Une autre langue vers le français. Il suffit de replacer normalement s v complément pour avoir le sens dans la langue source. Ce procédé est pour avoir des rimes... alors pas de traits d'union

Pourtant on dit : "je suis malade", dit-elle.

C'est dans cette idée


----------



## OLN

Je ne sais pas de quelle langue tu traduis dans laquelle cette inversion est possible dans la poésie, mais tu confonds apparemment avec le discours direct. Il n'y a pas de discours quand on dit _suis-je_, _ressemble-t-il_ ou _est-il._
 FR: “…” he said/asked / dit-il/demanda-t-il - inversion sujet-verbe + temps des incises de dialogue

Pour ce qui est de l'inversion comme procédé stylistique et sa différence avec l'inversion dans une interrogation ou une incise, tu peux lire ceci : *Banque de dépannage linguistique - Inversion* (BDL)


----------



## janpol

Chez Apollinaire, des exemples d'inversions "sujet/verbe" qui me semblent plus limpides :
"Sous le pont Mirabeau coule la Seine..."
"Vienne la nuit sonne l'heure..."
"Sous le pont de nos bras passe l'onde si lasse..."
"... passent les jours et passent les semaines..."
L'"excuse" de la nécessité de la rime ne me semble guère pertinente : si le poète avait opté pour "la Seine coule" en fin de vers, on peut penser qu'il aurait trouvé une rime en "oule." (v. Hugo disait que la rime était l'hameçon qui permet d'attraper l'idée).


----------



## Bezoard

_Suis-je_ et _est-il_ sont des inversions réservées à l'interrogation.
_Dit-il_ est une inversion réservée aux incises de dialogues.

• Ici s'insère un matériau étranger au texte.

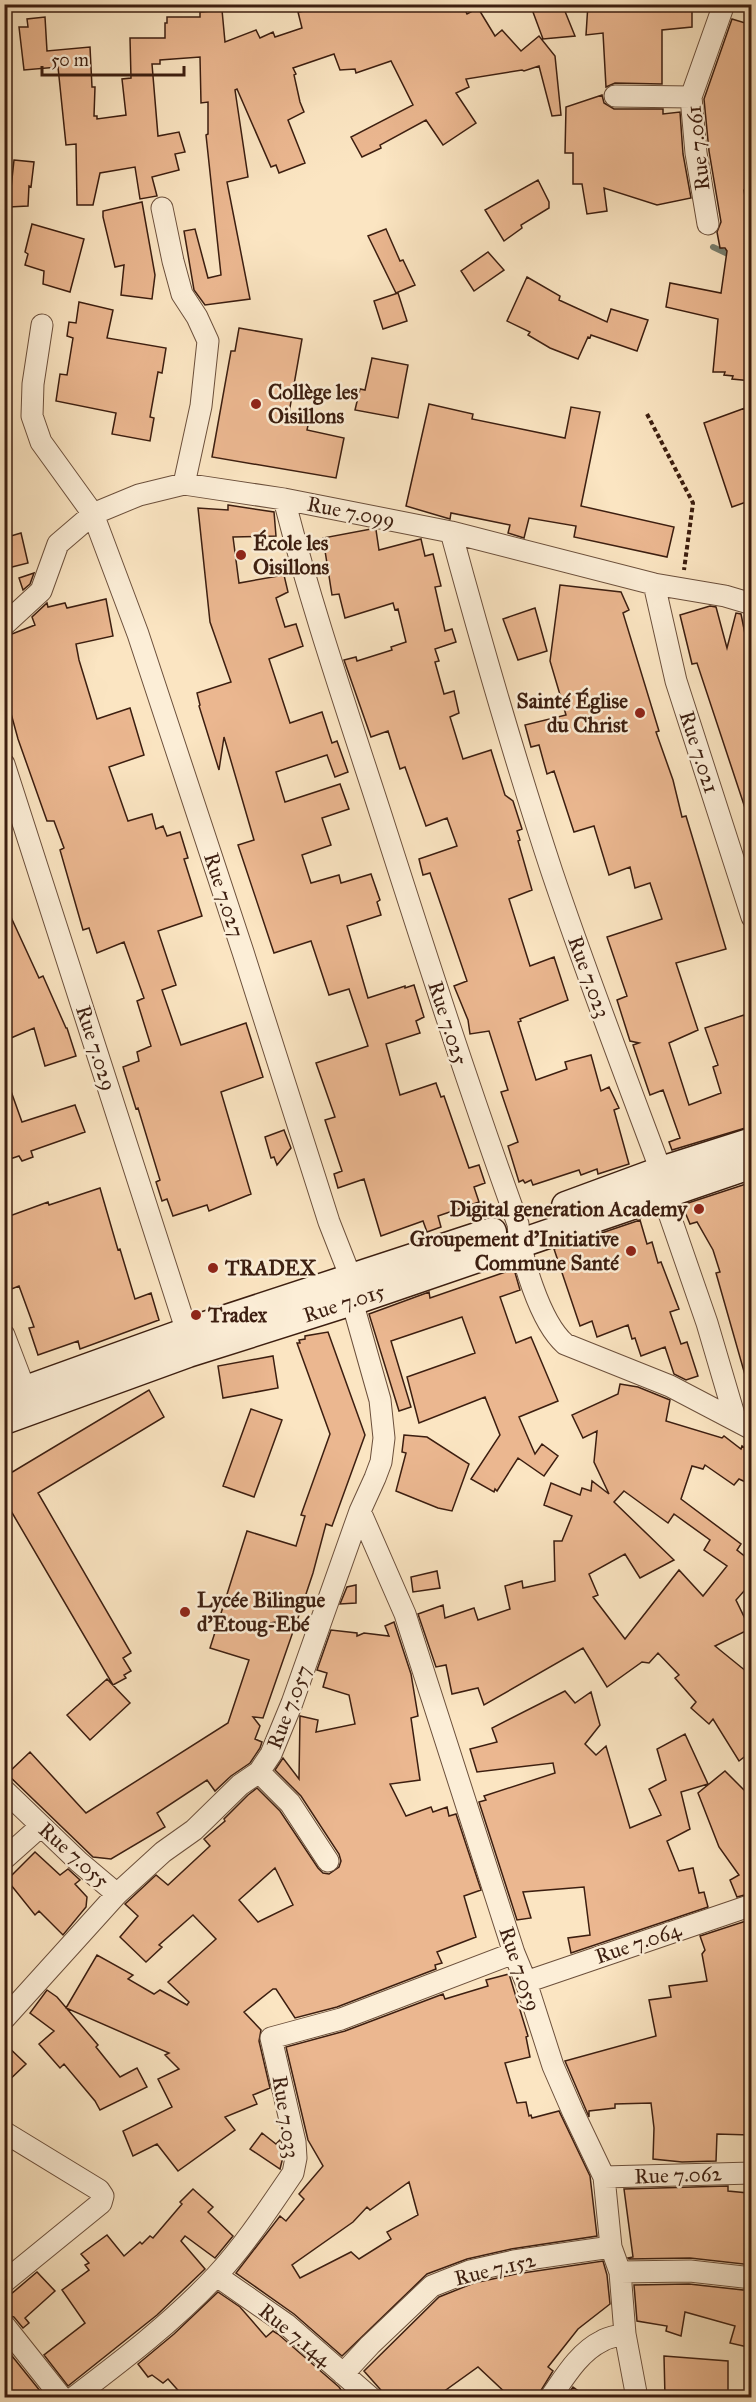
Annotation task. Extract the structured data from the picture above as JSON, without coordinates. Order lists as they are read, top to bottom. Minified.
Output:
{"streets":{"main road":["Rue 7.015"],"street":["Rue 7.061","Rue 7.099","Rue 7.021","Rue 7.027","Rue 7.023","Rue 7.025","Rue 7.029","Rue 7.057","Rue 7.055","Rue 7.064","Rue 7.059","Rue 7.033","Rue 7.062","Rue 7.152","Rue 7.144"]},"crossings":[["Rue 7.099","Rue 7.021"],["Rue 7.099","Rue 7.027"],["Rue 7.099","Rue 7.023"],["Rue 7.099","Rue 7.025"],["Rue 7.027","Rue 7.015"],["Rue 7.027","Rue 7.057"],["Rue 7.023","Rue 7.025"],["Rue 7.023","Rue 7.015"],["Rue 7.025","Rue 7.015"],["Rue 7.029","Rue 7.015"],["Rue 7.015","Rue 7.057"],["Rue 7.057","Rue 7.055"],["Rue 7.057","Rue 7.059"],["Rue 7.064","Rue 7.059"],["Rue 7.059","Rue 7.033"],["Rue 7.059","Rue 7.062"],["Rue 7.059","Rue 7.152"],["Rue 7.033","Rue 7.144"],["Rue 7.152","Rue 7.144"]],"places":["Collège les Oisillons","École les Oisillons","Sainté Église du Christ","Digital generation Academy","Groupement d'Initiative Commune Santé","TRADEX","Tradex","Lycée Bilingue d'Etoug-Ebé"],"scale_bar":"50 m"}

On ne peut pas utiliser les inversions avec pronoms en dehors de ces cas (du moins je ne vois pas d'exemple).

_D'un manteau, suis-je habillé 
D'un manteau, je suis habillé, ou d'un manteau, habillé je suis.

(mon arc) pointé vers l'Est, est-il,
mon arc, pointé vers l'Est, est ou pointé vers l'Est est mon arc.
_
Dommage pour vos rimes !

Il est possible que _D'un manteau suis je habillé _fonctionne bien en ancien français quand l'ordre des mots était beaucoup plus libre qu'aujourd'hui.


----------



## jekoh

Bezoard said:


> On ne peut pas utiliser les inversions avec pronoms en dehors de ces cas (du moins je ne vois pas d'exemple).


Après un certain nombre d'adverbes : 

À peine est-elle arrivée que...
Encore faut-il que...
Aussi peut-on penser que...
etc.


----------



## janpol

C:F Mon mel précédent : parag 7 = les phrases qui commencent par un CC de lieu admettent volontiers l'inversion: sous mes fenêtres, passent quotidiennement plus de 3000 camions. C'est le cas pour les phrases 1 et 3  "sous le pont..."
2 et 4 :"vienne la nuit" : expression d'un souhait avec ellipse de "que" et d'une principale : je souhaite que vienne la nuit.


----------



## jekoh

Oui mais dans ces cas l'inversion avec pronom n'est pas possible.


----------



## OLN

Oui, c'est aussi ce qu'a rappelé Bézoard*, ou alors on manque tous d'imagination. 

*Ce n'est pas interdit par la loi ; tout juste est-ce déconseillé* ne peut pas non plus être remplacé par _*tout juste déconseillé est-ce*._

Il faut oublier les inversions possibles et insister sur celles qui ne le sont pas.

Dommage qu'on soit dans le forum de grammaire FR-EN, parce que je suis super curieuse de savoir à quoi ressemble cette inversion dans la langue source.

_* D'un manteau suis je habillé_ : sans trait d'union ?


----------



## Bezoard

OLN said:


> _* D'un manteau suis je habillé_ : sans trait d'union ?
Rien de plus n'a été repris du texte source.